### PROBLEM DESCRIPTION
From the listing below, return every line with the string "textAlign" in it.

### DATA UNDER STUDY
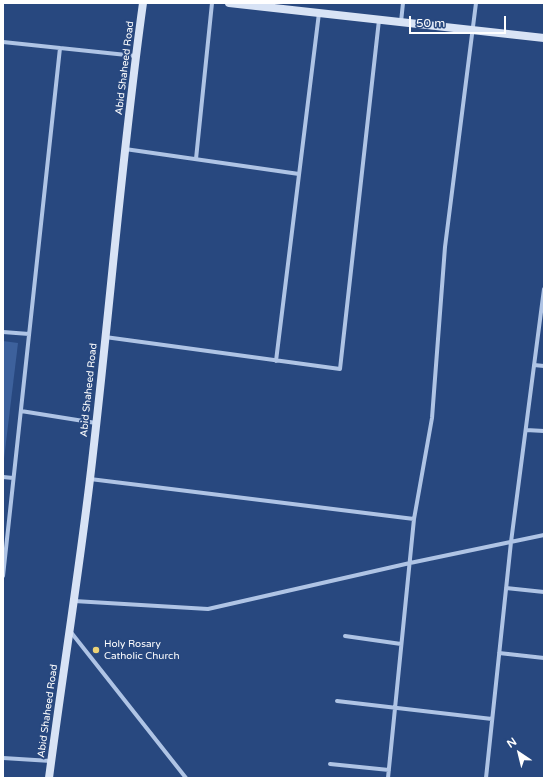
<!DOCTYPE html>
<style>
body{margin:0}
#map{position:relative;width:547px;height:781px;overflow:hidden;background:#28487f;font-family:"Varela Round",sans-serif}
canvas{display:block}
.frame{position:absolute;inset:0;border:4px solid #fff;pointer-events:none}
.north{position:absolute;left:499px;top:733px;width:40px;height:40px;-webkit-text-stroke:3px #28487f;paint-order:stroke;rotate:325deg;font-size:11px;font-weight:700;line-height:16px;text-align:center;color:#fff}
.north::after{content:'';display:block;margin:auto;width:14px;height:18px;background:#fff;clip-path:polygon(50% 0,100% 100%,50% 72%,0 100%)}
.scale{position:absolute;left:409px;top:16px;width:97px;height:18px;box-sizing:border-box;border:2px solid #fff;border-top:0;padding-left:5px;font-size:12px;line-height:14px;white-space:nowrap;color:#fff;-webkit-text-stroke:3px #28487f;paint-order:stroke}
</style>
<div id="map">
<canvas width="547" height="781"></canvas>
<div class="frame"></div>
<div class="north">N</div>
<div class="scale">50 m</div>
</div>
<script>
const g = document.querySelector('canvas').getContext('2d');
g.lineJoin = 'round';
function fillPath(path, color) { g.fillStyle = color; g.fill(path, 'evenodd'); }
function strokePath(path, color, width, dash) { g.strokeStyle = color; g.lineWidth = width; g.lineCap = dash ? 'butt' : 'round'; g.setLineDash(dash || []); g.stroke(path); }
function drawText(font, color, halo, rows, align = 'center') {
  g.font = font + ' "Varela Round",sans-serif'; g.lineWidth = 4; g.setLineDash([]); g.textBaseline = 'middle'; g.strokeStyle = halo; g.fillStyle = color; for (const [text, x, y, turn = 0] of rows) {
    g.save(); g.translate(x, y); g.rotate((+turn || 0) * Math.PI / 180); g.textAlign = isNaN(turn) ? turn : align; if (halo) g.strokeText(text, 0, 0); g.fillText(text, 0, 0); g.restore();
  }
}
fillPath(new Path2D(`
 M3,341L18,343L3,467Z`), '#3d619c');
strokePath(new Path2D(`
 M401,22L403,3
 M3,42L136,56
 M125,149L299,174
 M196,159L212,3
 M3,332L29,334
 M105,337L340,369L379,20
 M276,361L319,13
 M534,365L544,366
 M21,411L96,423
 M526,430L544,431
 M3,477L13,478
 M90,479L414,519
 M3,576L60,48
 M506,588L544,592
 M74,601L208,609L410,563L544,535
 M70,631L186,778
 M345,636L401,644
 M499,653L544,658
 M337,701L492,719
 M3,758L51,761
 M330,764L389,770
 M388,778L414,519L432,418L445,247L476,3
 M486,778L511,542L544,289`), '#afc4e5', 4);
strokePath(new Path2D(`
 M229,3L544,38
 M49,778C62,678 78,579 90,479C109,320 121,161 143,3`), '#d8e3f5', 8);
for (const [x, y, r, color] of [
 [96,650,4,"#ecd276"]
]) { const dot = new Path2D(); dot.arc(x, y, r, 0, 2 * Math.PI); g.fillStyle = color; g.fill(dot); strokePath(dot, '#28487f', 1.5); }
drawText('10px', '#fff', '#28487f', [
 ["Abid Shaheed Road",125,68,-83],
 ["Abid Shaheed Road",89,390,-84],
 ["Abid Shaheed Road",48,711,-82]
]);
drawText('10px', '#fff', '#28487f', [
 ["Holy Rosary",104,644],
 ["Catholic Church",104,656]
], 'left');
</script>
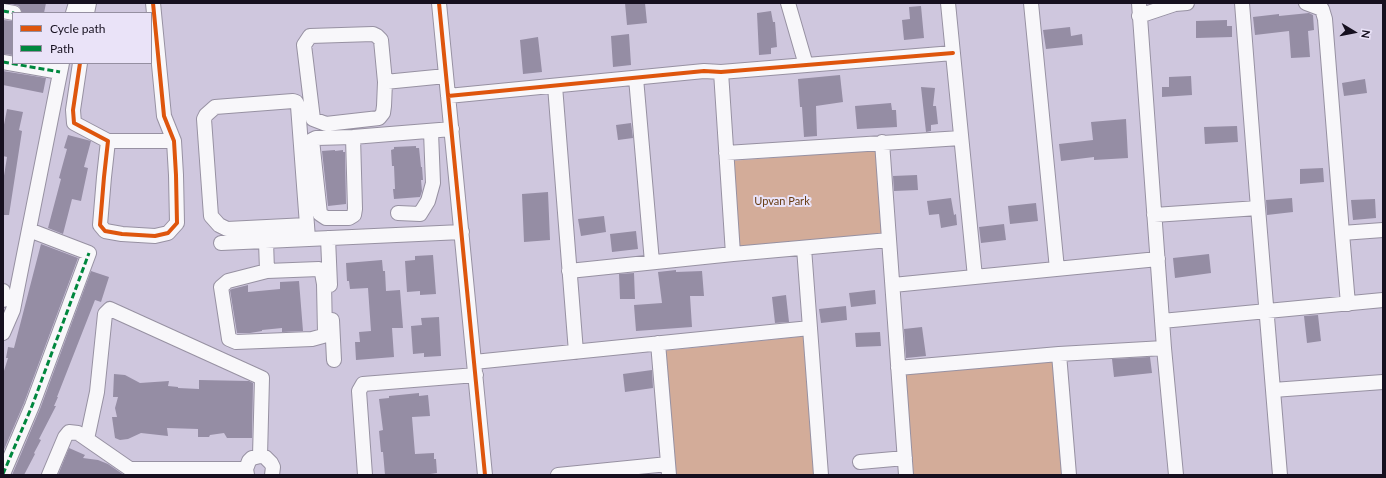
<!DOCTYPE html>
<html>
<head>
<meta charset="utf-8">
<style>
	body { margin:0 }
	#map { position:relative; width:1386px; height:478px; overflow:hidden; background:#cfc7de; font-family:Lato,sans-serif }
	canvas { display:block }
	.frame { position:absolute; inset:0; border:4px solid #16101f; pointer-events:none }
	.legend { position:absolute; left:12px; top:12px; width:140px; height:52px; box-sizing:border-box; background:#eae3f8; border:1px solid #958fa1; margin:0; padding:5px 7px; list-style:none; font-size:12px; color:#16101f }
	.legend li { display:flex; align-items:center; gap:8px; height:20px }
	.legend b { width:20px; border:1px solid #958fa1 }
	.north { position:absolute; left:1334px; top:12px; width:40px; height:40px; -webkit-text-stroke:3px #eae3f8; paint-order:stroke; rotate:100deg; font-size:11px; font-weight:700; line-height:16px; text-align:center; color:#16101f }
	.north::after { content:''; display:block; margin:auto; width:14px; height:18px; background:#16101f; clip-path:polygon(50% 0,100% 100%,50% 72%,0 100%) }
</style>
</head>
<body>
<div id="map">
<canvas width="1386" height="478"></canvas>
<div class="frame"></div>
<ul class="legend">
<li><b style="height:5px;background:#de550d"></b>Cycle path</li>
<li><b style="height:5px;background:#00873e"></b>Path</li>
</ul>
<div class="north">N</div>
</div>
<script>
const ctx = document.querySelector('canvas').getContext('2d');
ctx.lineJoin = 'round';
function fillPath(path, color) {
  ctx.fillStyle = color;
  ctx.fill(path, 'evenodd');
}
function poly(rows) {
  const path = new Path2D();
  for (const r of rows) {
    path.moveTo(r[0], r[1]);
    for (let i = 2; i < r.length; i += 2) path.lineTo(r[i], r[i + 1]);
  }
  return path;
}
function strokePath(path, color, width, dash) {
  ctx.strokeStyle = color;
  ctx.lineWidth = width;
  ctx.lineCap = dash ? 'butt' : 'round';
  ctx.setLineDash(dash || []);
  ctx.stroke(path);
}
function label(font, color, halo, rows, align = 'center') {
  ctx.font = font + ' Lato,sans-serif';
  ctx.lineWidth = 4;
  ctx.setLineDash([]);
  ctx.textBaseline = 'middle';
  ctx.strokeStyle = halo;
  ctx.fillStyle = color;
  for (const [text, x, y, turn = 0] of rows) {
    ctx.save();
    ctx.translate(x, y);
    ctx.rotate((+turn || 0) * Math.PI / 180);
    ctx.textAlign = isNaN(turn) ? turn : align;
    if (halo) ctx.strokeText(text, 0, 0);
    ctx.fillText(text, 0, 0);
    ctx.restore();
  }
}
fillPath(poly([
	[879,150,885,235,737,249,730,161],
	[807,336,817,475,673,475,662,351],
	[1055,359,1064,475,910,475,903,372]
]), '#d3ac99');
fillPath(poly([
	[7,3,46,3,44,13,22,13,19,6],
	[625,3,645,3,647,23,627,25],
	[921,6,924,38,904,40,902,20,910,19,909,7],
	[771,11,773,22,775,22,777,47,771,48,771,54,759,55,757,13],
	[1309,13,1313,15,1314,30,1308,31,1310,57,1291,58,1289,31,1255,35,1253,17,1279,14,1279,16],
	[3,20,13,21,13,55,3,54],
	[1227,20,1227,26,1232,26,1232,37,1196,38,1196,21],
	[1070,27,1071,36,1082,34,1083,45,1046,49,1043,30],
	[629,34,631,65,613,67,611,36],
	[538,37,542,72,523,74,520,40],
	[3,71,46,78,43,93,3,85],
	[840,75,843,102,816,106,817,136,804,137,802,107,800,107,798,79],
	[1191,76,1192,95,1162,97,1162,87,1169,87,1169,77],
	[1365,79,1367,93,1344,96,1342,83],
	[921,87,935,88,933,106,936,106,938,124,931,125,931,131,926,132],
	[891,103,892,110,896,110,897,127,857,129,855,106],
	[7,109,23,112,19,130,22,131,9,215,3,215,3,182,7,157,3,156,3,130],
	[1126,119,1128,158,1094,160,1094,157,1061,161,1059,144,1093,140,1091,122],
	[631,123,633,138,618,140,616,125],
	[1237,126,1238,142,1205,144,1204,127],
	[68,135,91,141,84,167,88,168,81,201,72,199,63,234,48,228,61,179,59,178,67,149,64,148],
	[416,146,416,148,419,148,421,167,422,167,423,180,421,180,422,191,420,197,394,199,393,189,395,189,394,166,392,166,391,150,394,149,394,147],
	[335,150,335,151,343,150,343,152,345,152,346,204,328,206,322,151],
	[1323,168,1324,182,1300,184,1300,169],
	[917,175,918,190,894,191,893,176],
	[548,192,550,240,524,242,522,194],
	[951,198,954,215,956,214,957,225,941,228,939,214,929,215,927,201],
	[1292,198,1293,212,1267,215,1266,200],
	[1375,199,1376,218,1353,220,1351,200],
	[1036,203,1038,221,1010,224,1008,206],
	[604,216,606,232,581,236,578,219],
	[1004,224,1006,240,981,243,979,227],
	[636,231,638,249,612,252,610,234],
	[41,244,78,258,24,403,3,452,3,374,8,358,6,358,8,347,14,348],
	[1209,254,1211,273,1175,278,1173,258],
	[433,255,436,294,420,295,420,291,407,292,405,261,415,260,415,256],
	[382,260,383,271,385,271,386,291,400,290,403,328,392,328,394,357,356,360,355,342,360,342,359,332,371,331,368,288,350,289,349,281,347,281,346,263],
	[676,270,676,272,702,271,704,296,690,296,692,327,636,331,634,305,662,303,658,272],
	[91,271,109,277,101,302,95,300,57,397,58,397,54,406,56,406,39,439,41,440,34,453,35,454,24,475,12,475,40,409],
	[634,273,635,299,620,299,619,274],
	[299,281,303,331,282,332,282,328,262,330,262,331,250,333,237,333,230,290,232,289,248,285,248,292,280,289,280,282],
	[875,290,876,304,851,307,849,293],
	[786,295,789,322,775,323,772,297],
	[846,306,847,320,821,323,819,309],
	[1318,315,1321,341,1307,343,1304,316],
	[439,317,441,356,424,357,424,353,413,354,411,326,422,325,421,318],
	[922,327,926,356,906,358,904,329],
	[880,332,881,346,856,347,855,333],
	[1150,357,1152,373,1114,377,1112,359],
	[652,370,653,388,625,392,623,374],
	[114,374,125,375,140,383,169,381,168,386,178,387,178,388,199,389,199,380,249,381,253,383,252,438,227,438,224,433,210,435,209,437,198,437,198,429,167,428,168,436,141,433,128,439,120,440,115,438,112,417,117,417,115,408,118,397,113,397],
	[419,393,419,396,428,395,430,416,412,417,415,454,434,453,434,459,436,459,437,473,430,474,430,475,385,475,383,452,381,452,379,431,383,430,379,399,389,398,389,396],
	[69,448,85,455,83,458,98,460,108,464,124,475,58,475]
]), '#958da4');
const minor = poly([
	[439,3,485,475],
	[788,3,806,65],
	[948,3,975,277],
	[1031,3,1057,269],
	[1139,3,1164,348,1176,475],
	[1242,3,1258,208,1280,475],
	[1306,3,1322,9,1325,19,1342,233,1348,304],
	[3,11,14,13],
	[73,13,76,3],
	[87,13,89,3],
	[1139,16,1175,4,1187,3],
	[3,62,60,72],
	[80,63,73,110,74,123,108,141,104,177,100,225,105,231,122,234,155,236,168,233,177,223,176,175,174,141,164,116,153,3],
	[721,72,733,254],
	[636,78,652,262],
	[385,82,381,40,377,36,373,34,310,36,304,45,313,119,326,124,379,118,383,113,384,106,385,82,446,76],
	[555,86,576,352],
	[448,96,704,71,721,72,953,53],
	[353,137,355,209,354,215,349,218,326,218,320,214,312,140,316,138,353,137,452,129],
	[108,141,174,141],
	[882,142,906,475],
	[726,153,961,138],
	[398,213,420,214,428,201,433,183,431,132],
	[1154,215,1258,208],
	[307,225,227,229,219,225,211,216,204,119,206,115,215,107,293,101,296,102,298,106,307,225,308,239],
	[1342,233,1383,230],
	[328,238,330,285],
	[266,241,267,271,319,269,322,273,324,284,325,333,323,336,312,339,236,342,229,339,221,287,228,281,267,271],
	[221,243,462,232],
	[804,248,821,475],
	[569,271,733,254,889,240],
	[893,285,1158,259],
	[3,291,3,300],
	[332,320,334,360],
	[1162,321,1383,300],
	[3,333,13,310,62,63],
	[658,343,669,475],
	[1059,354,1069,475],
	[474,362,810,328],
	[898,368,1059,354,1164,348],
	[1273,390,1383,382],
	[87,439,97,392,105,314,110,309,262,378,260,456],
	[860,462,905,458],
	[3,474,32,406,89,253,29,230],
	[49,475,65,437,69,432,78,433,130,469,246,469],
	[247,475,246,469,249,461,252,458,260,456,265,457,271,463,273,467,272,475],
	[365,475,359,391,363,384,476,375],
	[558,475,668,464]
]);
strokePath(minor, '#9791a2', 16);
strokePath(minor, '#f8f7fa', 14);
strokePath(poly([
	[3,11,14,13],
	[3,62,60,72],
	[3,474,32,406,89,253]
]), '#00873e', 3, [6, 3]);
strokePath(poly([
	[439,3,485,475],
	[80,63,73,110,74,123,108,141,104,177,100,225,105,231,122,234,155,236,168,233,177,223,176,175,174,141,164,116,153,3],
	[448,96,704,71,721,72,953,53]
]), '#de550d', 4);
label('11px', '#663b11', '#eae3f8', [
	["Upvan Park",782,201]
]);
</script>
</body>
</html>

### PROBLEM SOLUTION
    g.save(); g.translate(x, y); g.rotate((+turn || 0) * Math.PI / 180); g.textAlign = isNaN(turn) ? turn : align; if (halo) g.strokeText(text, 0, 0); g.fillText(text, 0, 0); g.restore();
    ctx.textAlign = isNaN(turn) ? turn : align;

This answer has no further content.